- Aim of the task -
Leaving out the images, repeat all the lines below exactly.

(Stored data entries)
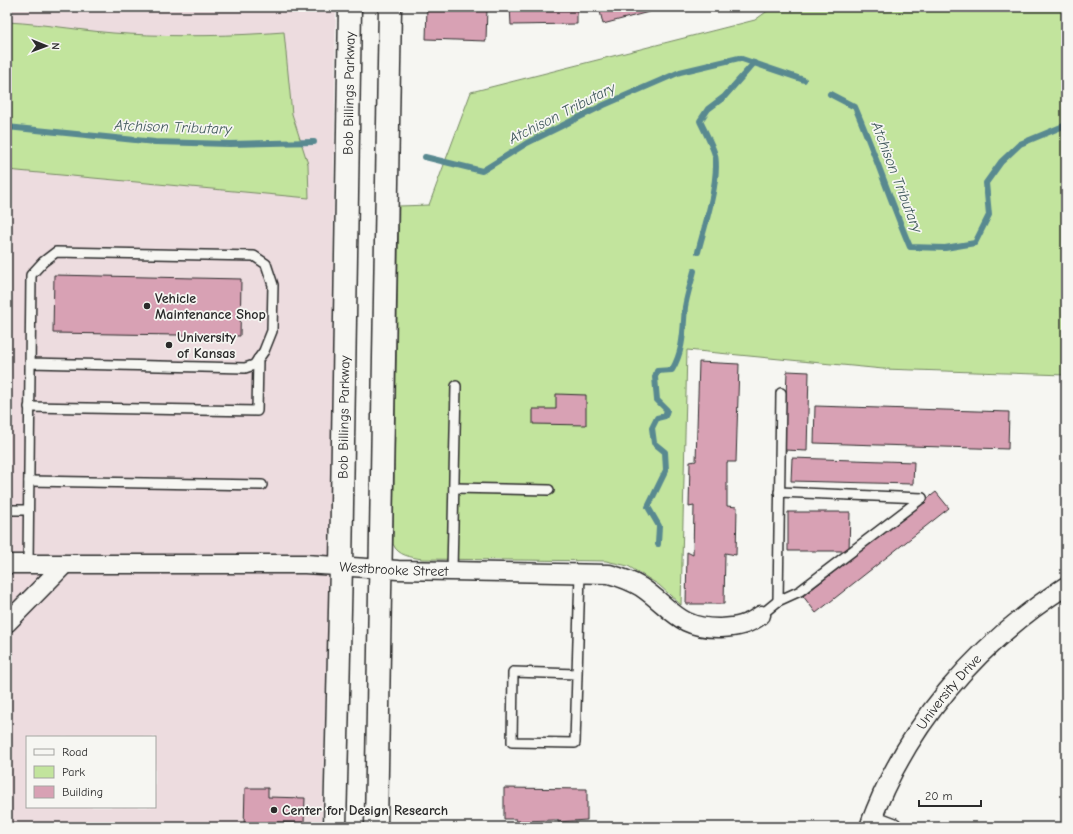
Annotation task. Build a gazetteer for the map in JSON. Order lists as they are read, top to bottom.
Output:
{
  "streets": {
    "main road": ["Bob Billings Parkway"],
    "street": ["Westbrooke Street", "University Drive"]
  },
  "crossings": [
    ["Bob Billings Parkway", "Westbrooke Street"]
  ],
  "water": ["Atchison Tributary"],
  "places": ["Vehicle Maintenance Shop", "University of Kansas", "Center for Design Research"],
  "legend": ["Road", "Park", "Building"],
  "scale_bar": "20 m",
  "north": "right"
}
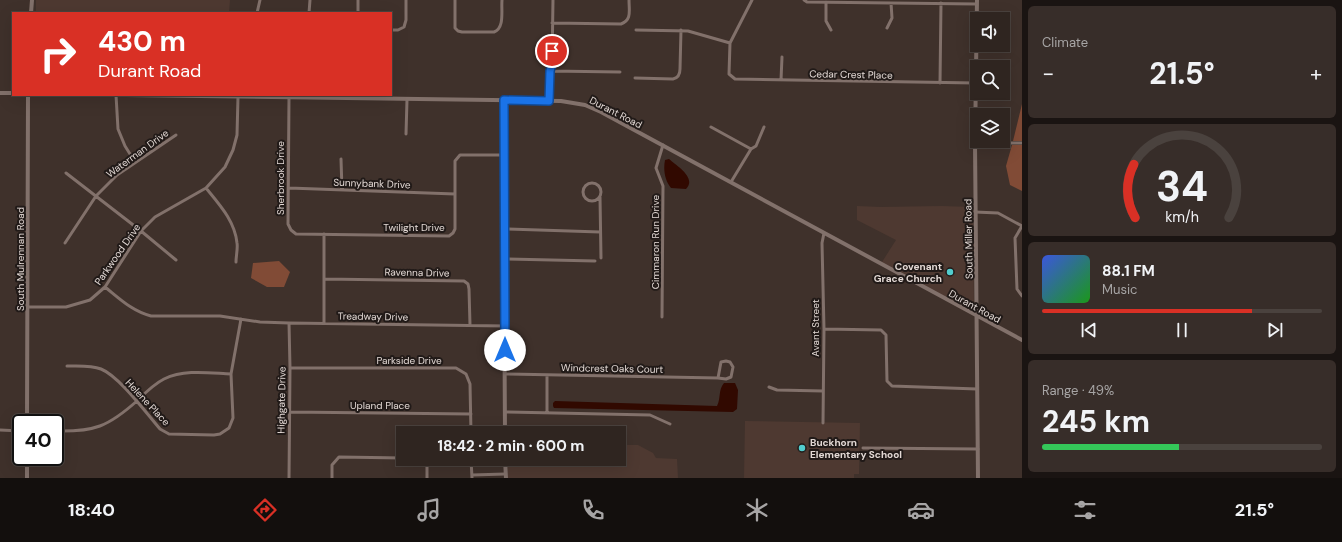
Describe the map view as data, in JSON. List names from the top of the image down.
{
  "streets": {
    "street": [
      "Cedar Crest Place",
      "Durant Road",
      "Waterman Drive",
      "Sherbrook Drive",
      "Sunnybank Drive",
      "Twilight Drive",
      "South Miller Road",
      "Cimmaron Run Drive",
      "Parkwood Drive",
      "South Mulrennan Road",
      "Ravenna Drive",
      "Treadway Drive",
      "Avant Street",
      "Parkside Drive",
      "Windcrest Oaks Court",
      "Highgate Drive",
      "Helene Place",
      "Upland Place"
    ]
  },
  "crossings": [
    ["Durant Road", "Sherbrook Drive"],
    ["Durant Road", "South Miller Road"],
    ["Durant Road", "Cimmaron Run Drive"],
    ["Durant Road", "Parkwood Drive"],
    ["Durant Road", "Avant Street"],
    ["Sherbrook Drive", "Sunnybank Drive"],
    ["Sherbrook Drive", "Twilight Drive"],
    ["Sunnybank Drive", "Twilight Drive"],
    ["Parkwood Drive", "South Mulrennan Road"],
    ["Parkwood Drive", "Treadway Drive"],
    ["Ravenna Drive", "Treadway Drive"],
    ["Treadway Drive", "Highgate Drive"],
    ["Treadway Drive", "Helene Place"],
    ["Parkside Drive", "Highgate Drive"],
    ["Parkside Drive", "Upland Place"],
    ["Highgate Drive", "Upland Place"]
  ],
  "places": ["Covenant Grace Church", "Buckhorn Elementary School"],
  "page": {
    "tile": [
      "Climate",
      ["Range · 49%", "245 km"]
    ],
    "turn": ["430 m", "Durant Road"],
    "heat": ["−", "21.5°", "+"],
    "song": ["88.1 FM", "Music"],
    "limit": "40",
    "trip": "18:42 · 2 min · 600 m",
    "tabs": ["18:40", "21.5°"],
    "gauge": ["34", "km/h"]
  }
}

- Solution -
Annotation task. Build a gazetteer for the map in JSON. Order lists as they are read, top to bottom.
Output:
{
  "streets": {
    "main road": ["Bob Billings Parkway"],
    "street": ["Westbrooke Street", "University Drive"]
  },
  "crossings": [
    ["Bob Billings Parkway", "Westbrooke Street"]
  ],
  "water": ["Atchison Tributary"],
  "places": ["Vehicle Maintenance Shop", "University of Kansas", "Center for Design Research"],
  "legend": ["Road", "Park", "Building"],
  "scale_bar": "20 m",
  "north": "right"
}
Describe the map view as data, in JSON. List names from the top of the image down.
{
  "streets": {
    "street": [
      "Cedar Crest Place",
      "Durant Road",
      "Waterman Drive",
      "Sherbrook Drive",
      "Sunnybank Drive",
      "Twilight Drive",
      "South Miller Road",
      "Cimmaron Run Drive",
      "Parkwood Drive",
      "South Mulrennan Road",
      "Ravenna Drive",
      "Treadway Drive",
      "Avant Street",
      "Parkside Drive",
      "Windcrest Oaks Court",
      "Highgate Drive",
      "Helene Place",
      "Upland Place"
    ]
  },
  "crossings": [
    ["Durant Road", "Sherbrook Drive"],
    ["Durant Road", "South Miller Road"],
    ["Durant Road", "Cimmaron Run Drive"],
    ["Durant Road", "Parkwood Drive"],
    ["Durant Road", "Avant Street"],
    ["Sherbrook Drive", "Sunnybank Drive"],
    ["Sherbrook Drive", "Twilight Drive"],
    ["Sunnybank Drive", "Twilight Drive"],
    ["Parkwood Drive", "South Mulrennan Road"],
    ["Parkwood Drive", "Treadway Drive"],
    ["Ravenna Drive", "Treadway Drive"],
    ["Treadway Drive", "Highgate Drive"],
    ["Treadway Drive", "Helene Place"],
    ["Parkside Drive", "Highgate Drive"],
    ["Parkside Drive", "Upland Place"],
    ["Highgate Drive", "Upland Place"]
  ],
  "places": ["Covenant Grace Church", "Buckhorn Elementary School"],
  "page": {
    "tile": [
      "Climate",
      ["Range · 49%", "245 km"]
    ],
    "turn": ["430 m", "Durant Road"],
    "heat": ["−", "21.5°", "+"],
    "song": ["88.1 FM", "Music"],
    "limit": "40",
    "trip": "18:42 · 2 min · 600 m",
    "tabs": ["18:40", "21.5°"],
    "gauge": ["34", "km/h"]
  }
}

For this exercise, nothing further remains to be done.